On his drive home, Block hit a bump in the road. It sent the car into a ditch, where it rolled several times. The roof of the car caved in.

Block had broken his neck. When he woke up from a coma, he was paralyzed from the neck down.

After about a month, he regained feeling in his right foot. He could wiggle his toes. Feeling started to creep up his body, leaving him with a painful pins-and-needles sensation as it returned.

He worked his way up to using wheelchairs and then standing on his own. By the time Block was discharged, he was able to walk out wearing a brace on his leg, supported by his parents and a cane.

Twenty years after his injury, Block was able to walk unaided. He held a job selling medical supplies in Iowa, Nebraska and South Dakota.

In 2009, he was preparing for a work trip to Omaha. He was shuffling boxes around the garage and loading the car when he tripped. His head hit the car. He felt a shock, “kind of a zinger,” go through his body. When things didn’t get better, Block drove himself to the emergency room.

Doctors told him that he had a spinal cord injury.

“I’d been through this before; I know how devastating it can be,” Block said. “I was like, ‘No, I don’t want to go back to this again.’ I was scared.”

The second injury didn’t paralyze Block, but he was left with impairment in all four limbs. The injury also left him with a condition that affects his heart rate, blood pressure and breathing.

He went to a rehabilitation facility to learn how to manage his reflexes and learn his boundaries. There, he learned about stair climbs.

Block participated in a stair climb at Chicago’s Willis Tower. It’s 110 stories and 1,730 feet high, including antennae. The First National Tower in Omaha is 45 stories and 634 feet high. Still new in his rehab process, he participated on a hand cycle rather than climbing the stairs. But he was determined to learn to climb safely.

Because he struggles with extreme muscle tightness, particularly on his left side, Block learned to grasp the handrail. He has to focus on putting one foot in front of the other during a climb.

He’s since been back for eight stair climbs at the Chicago building. He’s done about 30 stair climbs total.

Block hasn’t let his injuries hold him back, said Colleen Stovesand, a physical therapist who worked with him. Stovesand has completed a handful of climbs with Block.

“Mark embodies the can-do spirit more than anyone I know,” she said. “He’s out there motivating others.
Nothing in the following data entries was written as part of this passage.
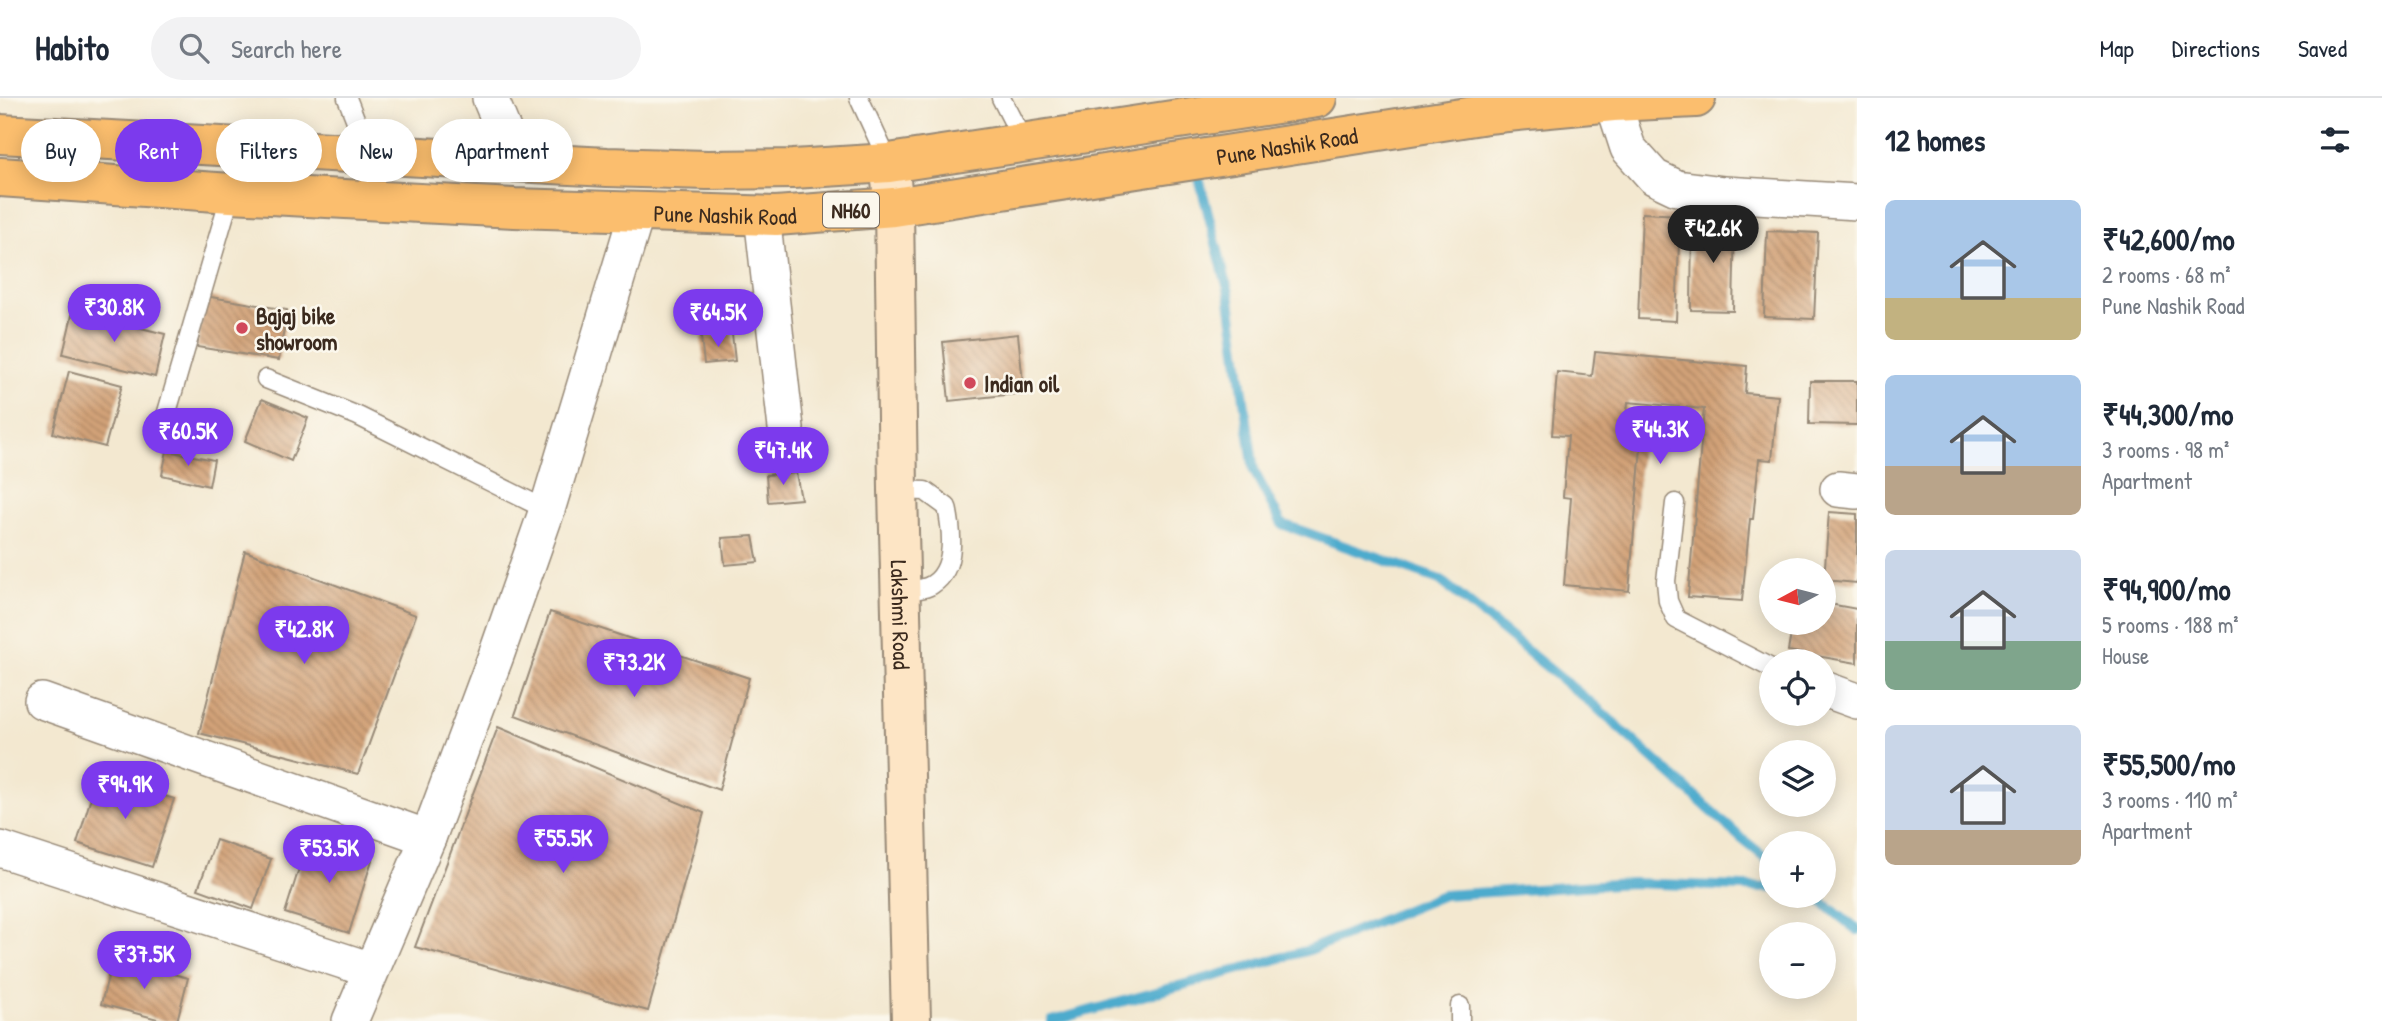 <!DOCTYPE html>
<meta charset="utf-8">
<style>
:root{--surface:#fff;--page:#f2f2f3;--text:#1f2937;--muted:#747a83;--line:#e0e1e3;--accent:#7c3aed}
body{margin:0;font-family:"Patrick Hand",sans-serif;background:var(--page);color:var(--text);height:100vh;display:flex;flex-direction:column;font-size:26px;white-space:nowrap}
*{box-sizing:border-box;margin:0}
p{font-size:23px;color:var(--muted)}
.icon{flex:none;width:38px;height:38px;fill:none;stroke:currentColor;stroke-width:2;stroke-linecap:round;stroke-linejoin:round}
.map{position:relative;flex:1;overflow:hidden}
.side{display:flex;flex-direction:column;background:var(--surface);width:525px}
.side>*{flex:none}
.hud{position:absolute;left:21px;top:21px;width:665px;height:63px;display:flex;gap:14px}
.needle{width:46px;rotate:263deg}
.tools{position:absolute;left:1759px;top:460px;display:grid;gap:14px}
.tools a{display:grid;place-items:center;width:77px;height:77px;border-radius:50%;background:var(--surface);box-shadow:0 4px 18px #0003;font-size:35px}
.price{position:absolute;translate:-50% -60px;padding:0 16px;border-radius:24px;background:var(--accent);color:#fff;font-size:23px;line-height:46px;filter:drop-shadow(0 2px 4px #0008)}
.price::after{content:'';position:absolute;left:50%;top:42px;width:21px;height:16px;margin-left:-10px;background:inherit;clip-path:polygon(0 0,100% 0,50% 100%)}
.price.current{background:#222;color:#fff}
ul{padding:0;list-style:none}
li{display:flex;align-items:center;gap:21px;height:175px;padding:0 28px}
li span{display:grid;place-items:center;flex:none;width:196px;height:140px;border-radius:10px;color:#555}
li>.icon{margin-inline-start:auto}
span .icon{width:84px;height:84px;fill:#fffc;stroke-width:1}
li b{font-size:30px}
h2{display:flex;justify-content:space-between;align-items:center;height:84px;padding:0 28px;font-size:30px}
.pill{padding:0 24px;border-radius:32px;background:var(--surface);box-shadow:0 4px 18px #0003;font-size:24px;line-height:63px}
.pill.current{background:var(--accent);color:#fff}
header{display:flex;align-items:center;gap:42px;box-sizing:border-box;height:98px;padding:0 35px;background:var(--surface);border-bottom:2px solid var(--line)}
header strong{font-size:33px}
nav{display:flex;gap:38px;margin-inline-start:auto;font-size:24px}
.search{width:490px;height:63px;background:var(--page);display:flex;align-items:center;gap:18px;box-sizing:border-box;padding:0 24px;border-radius:38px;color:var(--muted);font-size:26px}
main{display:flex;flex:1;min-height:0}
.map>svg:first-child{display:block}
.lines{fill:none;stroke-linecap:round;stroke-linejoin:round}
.stream{stroke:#4eabcd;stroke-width:10}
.building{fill:url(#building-back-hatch)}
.service-casing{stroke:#978977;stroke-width:21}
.minor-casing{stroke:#978977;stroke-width:38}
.secondary-casing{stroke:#978977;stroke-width:42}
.trunk-casing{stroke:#978977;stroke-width:42}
.service{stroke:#fff;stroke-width:18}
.minor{stroke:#fff;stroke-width:35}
.secondary{stroke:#fde5c5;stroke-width:38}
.trunk{stroke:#fbbe6e;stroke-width:38}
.poi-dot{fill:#d1495b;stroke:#fbf7ec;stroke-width:2.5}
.labels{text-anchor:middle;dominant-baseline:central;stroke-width:5;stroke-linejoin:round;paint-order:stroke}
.shield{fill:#fbf7ec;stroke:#75685c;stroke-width:2}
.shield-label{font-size:21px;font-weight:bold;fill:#3b2a1e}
.street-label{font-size:23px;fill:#3b2a1e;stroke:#fbf7ec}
.poi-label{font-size:23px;font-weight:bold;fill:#3b2a1e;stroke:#fbf7ec;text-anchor:start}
</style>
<header>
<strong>Habito</strong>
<div class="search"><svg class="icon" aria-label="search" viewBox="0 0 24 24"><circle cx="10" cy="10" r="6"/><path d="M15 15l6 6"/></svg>Search here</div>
<nav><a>Map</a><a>Directions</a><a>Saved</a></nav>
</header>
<main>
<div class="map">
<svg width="1857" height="923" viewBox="0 0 1857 923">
<defs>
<pattern id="building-back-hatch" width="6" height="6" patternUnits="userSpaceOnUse" patternTransform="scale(1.75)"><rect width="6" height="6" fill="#d2a278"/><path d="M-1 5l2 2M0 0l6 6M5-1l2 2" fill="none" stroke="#ac8462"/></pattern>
</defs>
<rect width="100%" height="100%" fill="#fbf7ec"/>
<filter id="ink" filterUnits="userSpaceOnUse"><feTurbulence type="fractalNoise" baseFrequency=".0143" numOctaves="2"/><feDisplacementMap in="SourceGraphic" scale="14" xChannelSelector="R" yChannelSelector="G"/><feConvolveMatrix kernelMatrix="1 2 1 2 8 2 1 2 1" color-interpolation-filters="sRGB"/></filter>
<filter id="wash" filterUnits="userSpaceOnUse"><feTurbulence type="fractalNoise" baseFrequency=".00686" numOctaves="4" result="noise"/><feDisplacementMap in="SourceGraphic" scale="28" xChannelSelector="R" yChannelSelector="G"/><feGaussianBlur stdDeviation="1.57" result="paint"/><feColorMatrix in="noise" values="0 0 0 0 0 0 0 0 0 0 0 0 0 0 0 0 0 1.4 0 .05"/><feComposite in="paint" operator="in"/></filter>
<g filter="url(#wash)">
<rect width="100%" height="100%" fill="#f3e8d0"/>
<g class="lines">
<g class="stream">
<path d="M1196,69L1229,195L1254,373L1282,426L1440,482L1596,609L1741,740L1771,764"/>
<path d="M1815,798L1857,832"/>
<path d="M1052,923L1309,852L1443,797L1631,785L1771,790"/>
</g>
</g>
<g id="blocks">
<g class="building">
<path d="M1642,115L1680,117L1676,223L1638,221Z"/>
<path d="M1692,122L1735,123L1733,213L1691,212Z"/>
<path d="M1767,133L1818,135L1814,221L1764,219Z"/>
<path d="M205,198L287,212L279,262L197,249Z"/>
<path d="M73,213L165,236L155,279L63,256Z"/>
<path d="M732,236L735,263L704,266L701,239Z"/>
<path d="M1018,236L1024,295L949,303L943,244Z"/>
<path d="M1595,254L1747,268L1745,295L1778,298L1772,362L1759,361L1753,421H1750L1742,503L1688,499L1704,311L1628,304L1625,335L1642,337L1629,493L1564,487L1571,400L1563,399L1568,338L1552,337L1557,274L1592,278Z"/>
<path d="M69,273L122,287L105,349L53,335Z"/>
<path d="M1810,283H1857V327L1809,326Z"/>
<path d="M262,301L308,320L291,363L245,343Z"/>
<path d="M167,353L214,362L209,388L162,377Z"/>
<path d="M796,375L801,401L768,404L766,377Z"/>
<path d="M1829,414L1857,416V485L1824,482Z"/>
<path d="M753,438L758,464L725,467L722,440Z"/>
<path d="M245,453L416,517L358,676L199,635Z"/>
<path d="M1824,505L1857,511V565L1788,553L1793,525H1824Z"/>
<path d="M550,514L749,580L719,692L515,617Z"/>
<path d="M498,629L704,715L648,913L415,849Z"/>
<path d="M98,677L174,701L152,769L77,745Z"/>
<path d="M309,739L373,759L349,835L285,815Z"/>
<path d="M216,742L271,761L253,811L198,791Z"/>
<path d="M113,860L188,880L177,923H165L101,906Z"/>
</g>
</g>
</g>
<g filter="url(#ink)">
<use href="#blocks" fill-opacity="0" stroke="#978977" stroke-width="2"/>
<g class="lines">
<g class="service-casing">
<g id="service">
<path d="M347,0L369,56"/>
<path d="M859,0L889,65"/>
<path d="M1001,0L1024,45"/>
<path d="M266,281L358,318L547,412"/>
<path d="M165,321L231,95"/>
<path d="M898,392L925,393L947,409C952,433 957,470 933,486C925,492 910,492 900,494"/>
<path d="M1675,405L1666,483L1668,503L1676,521L1771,570"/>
<path d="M1460,908V923"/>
</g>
</g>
<g class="minor-casing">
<g id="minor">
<path d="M490,0L516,63"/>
<path d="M1613,4L1628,50L1654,79L1677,90L1724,96L1857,104"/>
<path d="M762,117L786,330"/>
<path d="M1838,391L1857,393"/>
<path d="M1824,591L1857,603"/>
<path d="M42,603L428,740"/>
<path d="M0,751L371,872"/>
<path d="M350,923L428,740L497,555L547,412L637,114"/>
</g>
</g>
<g class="secondary-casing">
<g id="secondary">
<path id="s1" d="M889,65L894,109L898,392L911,923"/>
</g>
</g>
<g class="trunk-casing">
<g id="trunk">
<path d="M0,36L607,69L707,72L793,71L889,65L1317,0"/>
<path id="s2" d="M0,79L231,95L514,110L776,118L894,109L1487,16L1613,4L1696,0"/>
</g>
</g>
<use href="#service" class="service"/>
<use href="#minor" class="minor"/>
<use href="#secondary" class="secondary"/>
<use href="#trunk" class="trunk"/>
</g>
</g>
<g class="poi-dot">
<circle cx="242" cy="230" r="7"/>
<circle cx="970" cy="285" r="7"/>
</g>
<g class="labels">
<rect class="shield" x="823" y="94.5" width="56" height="35" rx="5"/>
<g class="shield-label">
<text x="851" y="112">NH60</text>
</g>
<g class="street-label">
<text stroke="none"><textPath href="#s2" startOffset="1293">Pune Nashik Road</textPath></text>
<text stroke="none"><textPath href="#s2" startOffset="726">Pune Nashik Road</textPath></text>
<text stroke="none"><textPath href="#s1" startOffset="452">Lakshmi Road</textPath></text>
</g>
<g class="poi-label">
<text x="256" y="217">Bajaj bike<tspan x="256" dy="26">showroom</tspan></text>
<text x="984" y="285">Indian oil</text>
</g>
</g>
</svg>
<div class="tools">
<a><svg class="needle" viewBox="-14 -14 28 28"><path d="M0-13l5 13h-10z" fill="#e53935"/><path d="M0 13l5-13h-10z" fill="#747a83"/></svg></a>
<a><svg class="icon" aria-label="locate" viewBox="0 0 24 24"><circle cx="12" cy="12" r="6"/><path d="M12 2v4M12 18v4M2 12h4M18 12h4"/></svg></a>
<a><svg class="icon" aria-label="layers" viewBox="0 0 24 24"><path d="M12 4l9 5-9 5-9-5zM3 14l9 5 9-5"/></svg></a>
<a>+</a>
<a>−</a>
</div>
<b class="price current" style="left:1713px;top:167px">₹42.6K</b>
<b class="price" style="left:114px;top:246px">₹30.8K</b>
<b class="price" style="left:718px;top:251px">₹64.5K</b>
<b class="price" style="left:1660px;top:368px">₹44.3K</b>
<b class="price" style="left:188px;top:370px">₹60.5K</b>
<b class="price" style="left:783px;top:389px">₹47.4K</b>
<b class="price" style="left:304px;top:568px">₹42.8K</b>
<b class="price" style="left:634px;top:601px">₹73.2K</b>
<b class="price" style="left:125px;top:723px">₹94.9K</b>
<b class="price" style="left:563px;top:777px">₹55.5K</b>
<b class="price" style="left:329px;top:787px">₹53.5K</b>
<b class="price" style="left:144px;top:893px">₹37.5K</b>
<div class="hud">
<a class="pill">Buy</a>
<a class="pill current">Rent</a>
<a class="pill">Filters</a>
<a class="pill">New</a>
<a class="pill">Apartment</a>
</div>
</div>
<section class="side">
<h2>12 homes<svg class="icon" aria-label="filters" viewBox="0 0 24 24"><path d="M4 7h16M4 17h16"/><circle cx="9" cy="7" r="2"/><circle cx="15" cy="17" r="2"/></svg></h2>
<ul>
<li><span style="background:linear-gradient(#a9c7e8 70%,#c2b280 0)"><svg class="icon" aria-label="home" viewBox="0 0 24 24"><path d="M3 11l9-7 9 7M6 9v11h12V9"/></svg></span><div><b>₹42,600/mo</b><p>2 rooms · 68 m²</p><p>Pune Nashik Road</p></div></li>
<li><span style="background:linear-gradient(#a9c7e8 65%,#b9a48a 0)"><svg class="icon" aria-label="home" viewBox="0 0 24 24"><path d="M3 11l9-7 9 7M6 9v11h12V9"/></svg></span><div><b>₹44,300/mo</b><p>3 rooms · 98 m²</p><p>Apartment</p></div></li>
<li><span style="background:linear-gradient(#c9d6e8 65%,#7fa58c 0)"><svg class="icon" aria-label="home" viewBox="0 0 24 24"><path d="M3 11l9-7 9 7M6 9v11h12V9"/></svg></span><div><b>₹94,900/mo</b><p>5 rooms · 188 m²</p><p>House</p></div></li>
<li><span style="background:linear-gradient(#c9d6e8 75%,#b9a48a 0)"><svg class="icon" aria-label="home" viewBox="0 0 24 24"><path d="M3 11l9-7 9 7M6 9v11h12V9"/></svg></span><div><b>₹55,500/mo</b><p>3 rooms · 110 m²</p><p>Apartment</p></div></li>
</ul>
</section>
</main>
The stair climbs, for him, are an opportunity to uplift other people he meets in there. He’s really an incredible person to turn something tragic and difficult into such a positive thing.”

Block hopes to be one of the first in the stairwell and one of the last out at the Omaha event on Feb. 16. Trek Up the Tower is a fundraiser for Wellcom, a nonprofit dedicated to improving work-site wellness.

The First National Tower is the city’s tallest building and offers a sweeping view of downtown Omaha.

First responders will kick off the climb. Once they’re through, runners will start the climb. A new wave of runners is sent up every few seconds to avoid clogging the stairwell.

“It’s a really neat event because anyone can do it,” said Chantelle Green, program and communications director for Wellcom. “You just have to pick your own pace and find what works for you.”

Block is proof of that.

“It’s not just about my climb anymore,” he said. “It feels good to help other people.”